■ **Prompt**
Among the lines of the records, find all that carry the word "block" and copy them.

■ **Stored data entries**
*****
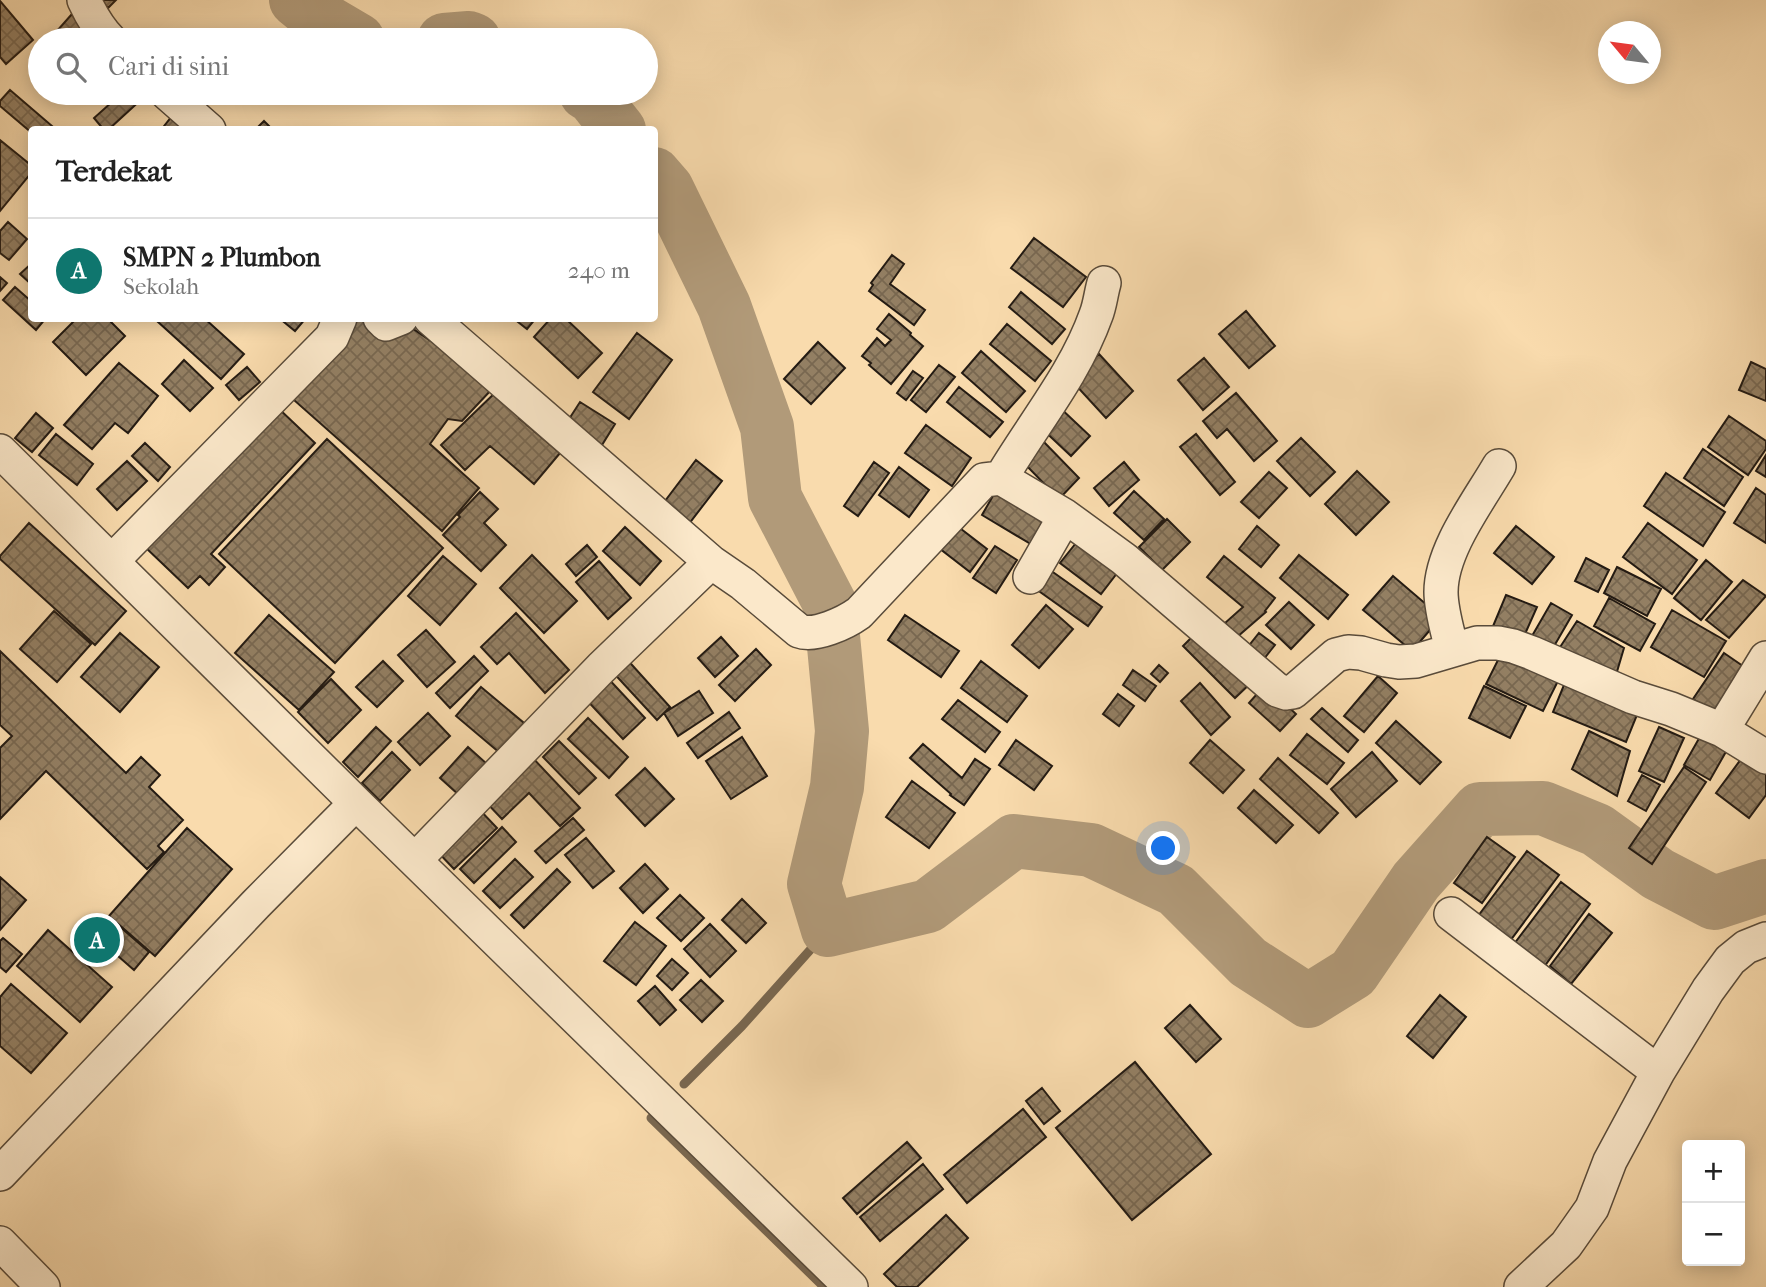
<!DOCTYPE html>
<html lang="id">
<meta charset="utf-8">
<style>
:root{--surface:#fff;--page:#f2f2f2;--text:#222;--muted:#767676;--line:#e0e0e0;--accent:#0f766e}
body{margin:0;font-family:"IM FELL French Canon",serif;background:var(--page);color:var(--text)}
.controls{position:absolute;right:21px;bottom:21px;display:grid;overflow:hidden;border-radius:7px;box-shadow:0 4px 18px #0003}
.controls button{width:63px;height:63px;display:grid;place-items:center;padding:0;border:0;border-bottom:2px solid var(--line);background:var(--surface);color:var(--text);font:35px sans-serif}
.compass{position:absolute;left:1598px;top:21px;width:63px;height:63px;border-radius:50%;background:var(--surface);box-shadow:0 4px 18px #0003;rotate:299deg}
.you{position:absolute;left:1164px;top:849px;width:24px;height:24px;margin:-18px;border:5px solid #fff;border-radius:50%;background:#1a73e8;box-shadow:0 0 0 10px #1a73e833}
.badge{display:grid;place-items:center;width:46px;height:46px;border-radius:50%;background:var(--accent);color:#fff;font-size:23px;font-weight:700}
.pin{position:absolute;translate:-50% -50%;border:4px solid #fff;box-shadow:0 2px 7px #0006}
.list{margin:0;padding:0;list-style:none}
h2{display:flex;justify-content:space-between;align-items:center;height:91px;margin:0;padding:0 28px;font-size:30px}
h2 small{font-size:23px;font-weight:400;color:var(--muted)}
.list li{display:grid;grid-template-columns:46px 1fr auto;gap:21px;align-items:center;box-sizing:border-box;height:105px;padding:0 28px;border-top:2px solid var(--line)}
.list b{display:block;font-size:26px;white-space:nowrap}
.list p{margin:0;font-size:23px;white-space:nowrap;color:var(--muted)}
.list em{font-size:23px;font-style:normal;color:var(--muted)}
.icon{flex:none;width:38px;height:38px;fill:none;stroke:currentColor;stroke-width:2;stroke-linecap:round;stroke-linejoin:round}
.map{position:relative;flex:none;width:1766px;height:1287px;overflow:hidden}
.search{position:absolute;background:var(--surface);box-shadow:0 4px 18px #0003;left:28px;top:28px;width:630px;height:77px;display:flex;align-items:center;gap:18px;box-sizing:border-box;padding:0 24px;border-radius:38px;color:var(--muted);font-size:26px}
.panel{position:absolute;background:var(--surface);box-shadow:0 4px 18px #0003;left:28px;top:126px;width:630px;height:196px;border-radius:7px}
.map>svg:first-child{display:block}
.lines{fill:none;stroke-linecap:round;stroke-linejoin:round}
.stream{stroke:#796750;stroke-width:9}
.river{stroke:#b19a79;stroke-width:54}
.building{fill:url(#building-cross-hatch);stroke:#241b13;stroke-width:2}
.street-casing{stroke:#594b3a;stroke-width:36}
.street{stroke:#fbe8ca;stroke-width:33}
</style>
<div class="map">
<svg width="1766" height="1287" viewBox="0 0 1766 1287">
<defs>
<pattern id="building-cross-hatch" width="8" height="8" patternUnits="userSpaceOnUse" patternTransform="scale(1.75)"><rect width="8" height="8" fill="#937f63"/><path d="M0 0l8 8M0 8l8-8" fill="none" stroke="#786750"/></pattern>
</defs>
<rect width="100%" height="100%" fill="#f9dbad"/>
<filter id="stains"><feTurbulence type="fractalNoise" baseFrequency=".00286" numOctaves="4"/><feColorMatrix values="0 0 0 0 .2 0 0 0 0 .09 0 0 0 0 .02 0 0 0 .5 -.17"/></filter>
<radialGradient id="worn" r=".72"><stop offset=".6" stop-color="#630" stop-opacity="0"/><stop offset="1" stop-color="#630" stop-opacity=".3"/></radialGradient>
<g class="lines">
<path class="stream" d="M684,1084L742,1026L828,930
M651,1118L824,1287"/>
<path class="river" d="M296,0L312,13L358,40
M444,40L469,38L474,40
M586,93L592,96L619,130
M654,174L667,189L724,306L767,427L775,498L830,604L842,731L837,787L814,884L828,930L928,906L1014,841L1091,850L1176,890L1248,962L1308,1001L1353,973L1416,881L1480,809L1543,808L1597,830L1658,874L1714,903L1766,886"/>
</g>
<path class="building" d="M100,0H116L108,8Z
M0,1L33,40L6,64L0,57Z
M72,14L103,40H49Z
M10,90L52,126L48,130H32V133L0,106V101Z
M122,93H140L144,97L108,130H104L94,118Z
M176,111L199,130H161Z
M264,121L273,130H255Z
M0,140L32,166V172L0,211Z
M8,222L27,239L9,260L0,253V231Z
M1034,238L1086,277L1063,307L1011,268Z
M892,255L904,264L890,284L925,310L914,325L869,291L873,285L871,283Z
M32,263V285L20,274Z
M0,277L7,283L0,291Z
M15,287L32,302V318H46L36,330L3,300Z
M1021,292L1065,329L1052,344L1009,307Z
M1246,311L1275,346L1249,368L1219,334Z
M889,314L911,333L910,335L923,346L891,384L869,365L871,363L862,356L877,338L885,346L891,340L877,329Z
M77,318H107L125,336L86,375L53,342Z
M159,318H204L244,354L221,379L157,321Z
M279,318H306L295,331Z
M347,318H369L406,324L441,348L492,389L462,421L448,419L430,444L479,488L442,531L286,393Z
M513,318H536L527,329Z
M551,318H565L602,353L578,378L534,337Z
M1007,324L1051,361L1035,381L990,344Z
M637,333L672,360L629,419L593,392Z
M818,342L845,368L811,404L784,379Z
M981,351L1025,391L1006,412L962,373Z
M1099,354L1133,391L1106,418L1072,381Z
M1204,358L1229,387L1203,410L1178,380Z
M184,360L213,388L190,411L162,384Z
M1751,362L1766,369V401L1739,390Z
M119,363L158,396L128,433L115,423L92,449L64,425Z
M939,365L955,377L926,412L911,400Z
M247,367L260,382L239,400L226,385Z
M913,371L923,378L906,400L897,393Z
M959,387L1003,422L990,437L947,402Z
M499,389L523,413L519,418L560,453L534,484L490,446L465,470L441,445Z
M1236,393L1277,441L1254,461L1227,429L1217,438L1203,421Z
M580,402L615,424L597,453L562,430Z
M1057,405L1090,436L1071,456L1038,425Z
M277,407L315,443L211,554L225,567L209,585L200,576L188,588L145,547Z
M36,413L53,428L32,452L15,438Z
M1729,416L1766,441V449L1748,475L1708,447Z
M926,425L971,458L952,486L905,453Z
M56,434L93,464L77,485L39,455Z
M1196,434L1235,482L1220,495L1180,447Z
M1301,438L1335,472L1310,496L1277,461Z
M327,439L443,548L335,663L219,554Z
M1041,439L1079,478L1059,499L1021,460Z
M145,443L170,467L158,481L132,456Z
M1703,449L1743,477L1724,506L1684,478Z
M1766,455V477L1756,471Z
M696,460L722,481L688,525L662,505Z
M127,461L147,481L117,510L97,489Z
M874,462L889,473L858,516L844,506Z
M1124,462L1139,480L1109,506L1094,488Z
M899,467L929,490L909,517L879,495Z
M1357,471L1389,502L1356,535L1325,504Z
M1269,472L1287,488L1259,518L1241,502Z
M1666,473L1725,512L1703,546L1644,506Z
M998,487L1051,518L1034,546L982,515Z
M1756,488L1766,495V543L1734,523Z
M1134,491L1164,519L1144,540L1114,513Z
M480,492L498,509L484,523L506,545L481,571L443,535L460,517L458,515Z
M1167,519L1190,542L1162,570L1139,547Z
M952,522L987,549L970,572L935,545Z
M29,523L126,611L95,645L0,559V556Z
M1648,523L1697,560L1672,594L1623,557Z
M1257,526L1279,545L1261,567L1239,549Z
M1516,526L1554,557L1532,584L1494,553Z
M625,527L661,561L640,585L603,551Z
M1080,538L1121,568L1101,594L1060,563Z
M587,545L597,557L576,576L566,564Z
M995,546L1017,560L996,593L973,578Z
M532,555L577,601L544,633L500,588Z
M1299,555L1348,595L1328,619L1280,578Z
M443,556L476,584L440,625L408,596Z
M1224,556L1275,598L1265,611L1266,612L1237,637L1225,623L1243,607L1207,577Z
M1586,558L1609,570L1598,592L1575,581Z
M1706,560L1732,582L1701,620L1674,598Z
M599,561L631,598L608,619L576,582Z
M1617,567L1661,589L1647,616L1604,593Z
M1050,570L1102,607L1088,626L1036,589Z
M1393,576L1441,617L1412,651L1363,610Z
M1743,580L1766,596L1729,638L1706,620Z
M1506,595L1537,607L1521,643L1491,631Z
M1609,598L1655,624L1640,651L1594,626Z
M1289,602L1314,625L1291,649L1266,625Z
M1551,603L1572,615L1549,655L1528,643Z
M1046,605L1073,629L1039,668L1012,645Z
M1672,610L1726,641L1704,677L1651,647Z
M54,611L91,644L57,682L20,649Z
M516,613L569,670L545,693L509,653L497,664L481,647Z
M269,615L334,672L299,710L235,653Z
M905,615L959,651L941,677L888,640Z
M1577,621L1624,648L1613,685L1553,658Z
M1202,627L1254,680L1235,698L1183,646Z
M426,630L455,662L427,687L398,655Z
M120,633L159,667L120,712L81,677Z
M1259,633L1275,645L1263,660L1247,648Z
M721,637L738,656L715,677L698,658Z
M1504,648L1561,675L1543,711L1486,684Z
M756,649L771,665L735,701L719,685Z
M0,651L126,773L141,757L160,775L149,787L183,820L158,846L164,852L147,869L46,771L0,819V748L12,736L0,725Z
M1724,653L1753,673L1722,719L1693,699Z
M623,655L670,707L657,720L609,668Z
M474,656L488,671L450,708L436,693Z
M383,661L403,681L377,707L356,687Z
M981,661L1027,696L1007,722L961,688Z
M1159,665L1168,673L1160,682L1151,674Z
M1133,670L1156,686L1145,701L1123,685Z
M604,674L645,718L623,739L582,695Z
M1568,675L1641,705L1626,742L1553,712Z
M1378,676L1397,693L1364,732L1344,716Z
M331,679L361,710L328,743L298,712Z
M1200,683L1230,717L1211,735L1181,701Z
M1265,685L1296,714L1280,731L1249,703Z
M1484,686L1526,706L1510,738L1469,718Z
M481,687L524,723L500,753L456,716Z
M699,691L713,713L678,736L664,713Z
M1118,694L1134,706L1119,726L1103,714Z
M958,700L1000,732L985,752L942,719Z
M1322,708L1358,740L1348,752L1311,719Z
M729,712L740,728L698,758L687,743Z
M428,713L450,736L420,765L398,742Z
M588,718L628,757L609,778L568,739Z
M1396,721L1441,762L1420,784L1376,743Z
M1706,726L1732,741L1710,780L1684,765Z
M376,727L391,741L358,777L343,762Z
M1659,727L1684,738L1664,782L1639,771Z
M1589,731L1630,751L1617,796L1572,769Z
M1307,734L1344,763L1327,784L1290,755Z
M742,737L767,776L731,799L706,761Z
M1016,740L1052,766L1034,790L999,765Z
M1210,740L1244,770L1223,793L1190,763Z
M559,741L596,778L579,794L543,757Z
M923,744L962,778L975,759L990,769L964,805L950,795L951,794L910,758Z
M468,747L487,764L459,795L440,778Z
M1747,751L1766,766V795L1749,818L1716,793Z
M392,752L410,770L380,801L362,783Z
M1372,752L1397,781L1356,817L1331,789Z
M530,755L580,808L560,826L529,793L502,819L483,799Z
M1278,758L1338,813L1319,833L1260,779Z
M1684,767L1706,782L1652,864L1629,848Z
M645,768L674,799L645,826L616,795Z
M1642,775L1660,785L1646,811L1628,801Z
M912,781L955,813L929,848L886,817Z
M1254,790L1293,825L1276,843L1238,808Z
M476,806L497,828L454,869L434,848Z
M573,818L584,830L546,863L535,851Z
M502,827L516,842L474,883L460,869Z
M187,828L232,869L155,956L109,916Z
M1487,837L1515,857L1482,903L1454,883Z
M586,838L614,871L593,888L565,855Z
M1527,851L1559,875L1510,941L1478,916Z
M515,859L533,877L500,908L483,891Z
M645,864L668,889L643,913L620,888Z
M557,869L570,882L524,928L511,915Z
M0,877L26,900L0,930Z
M1561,882L1590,904L1541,971L1511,948Z
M680,895L704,918L681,941L657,918Z
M742,899L766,923L746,943L722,920Z
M1589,914L1612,933L1571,984L1550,966Z
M635,922L666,946L636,985L604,961Z
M710,924L736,951L710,977L684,949Z
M118,925L149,952L134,970L103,943Z
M48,930L112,987L80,1022L17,966Z
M3,938L22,954L6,972L0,967V941Z
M672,959L688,973L672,990L657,976Z
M701,980L723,1001L702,1022L680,1000Z
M11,984L67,1033L31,1073L0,1046V997Z
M655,986L676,1010L660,1025L638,1001Z
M1440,995L1466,1017L1433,1058L1407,1036Z
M1190,1005L1221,1039L1196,1062L1165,1028Z
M1135,1062L1211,1154L1132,1220L1056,1128Z
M1042,1088L1060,1111L1044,1124L1026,1101Z
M1023,1109L1046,1137L967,1203L944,1175Z
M907,1142L921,1158L857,1214L843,1198Z
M923,1164L943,1189L880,1241L860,1217Z
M946,1215L968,1238L917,1287H897L884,1274Z"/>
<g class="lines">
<defs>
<path id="street" d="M84,0C91,15 98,28 110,40
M167,93L209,130
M380,318L386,324L401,318
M430,318L711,562
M0,451L356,803L851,1287
M1001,478C1033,424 1075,374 1096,315C1100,305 1101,293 1104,283
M112,561L332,337L340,318
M1030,577L1065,516
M1452,650C1448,632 1441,611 1441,592C1441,550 1478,502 1499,466
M1722,730L1766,658
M415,860L601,668L711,562L743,584L799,631C815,637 845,623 859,613L984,480L1001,478L1065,516L1124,559L1277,690L1286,693L1293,692L1336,655L1348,652L1361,653L1386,660L1399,662L1416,661L1477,643H1498L1513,646L1532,653L1633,697L1671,709L1722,730L1766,757
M1451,914L1658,1072
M0,1174L256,904L356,803
M0,1243L43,1287
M1521,1287L1566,1245L1592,1208L1610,1161L1658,1072L1708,990L1730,960L1746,947L1766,939"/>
</defs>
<use href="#street" class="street-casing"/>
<use href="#street" class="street"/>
</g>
<rect width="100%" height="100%" filter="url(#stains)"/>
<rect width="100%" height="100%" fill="url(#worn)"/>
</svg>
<div class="controls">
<button>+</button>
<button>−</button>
</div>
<svg class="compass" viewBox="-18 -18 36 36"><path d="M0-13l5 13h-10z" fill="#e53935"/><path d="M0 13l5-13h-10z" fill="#767676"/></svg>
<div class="you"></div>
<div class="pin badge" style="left:97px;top:940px">A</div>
<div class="search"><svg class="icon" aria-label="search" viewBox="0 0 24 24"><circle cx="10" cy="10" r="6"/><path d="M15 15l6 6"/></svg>Cari di sini</div>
<section class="panel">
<h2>Terdekat<small></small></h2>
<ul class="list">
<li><span class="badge">A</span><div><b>SMPN 2 Plumbon</b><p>Sekolah</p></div><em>240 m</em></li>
</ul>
</section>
</div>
*****
■ **Written reply**
.list b{display:block;font-size:26px;white-space:nowrap}
.map>svg:first-child{display:block}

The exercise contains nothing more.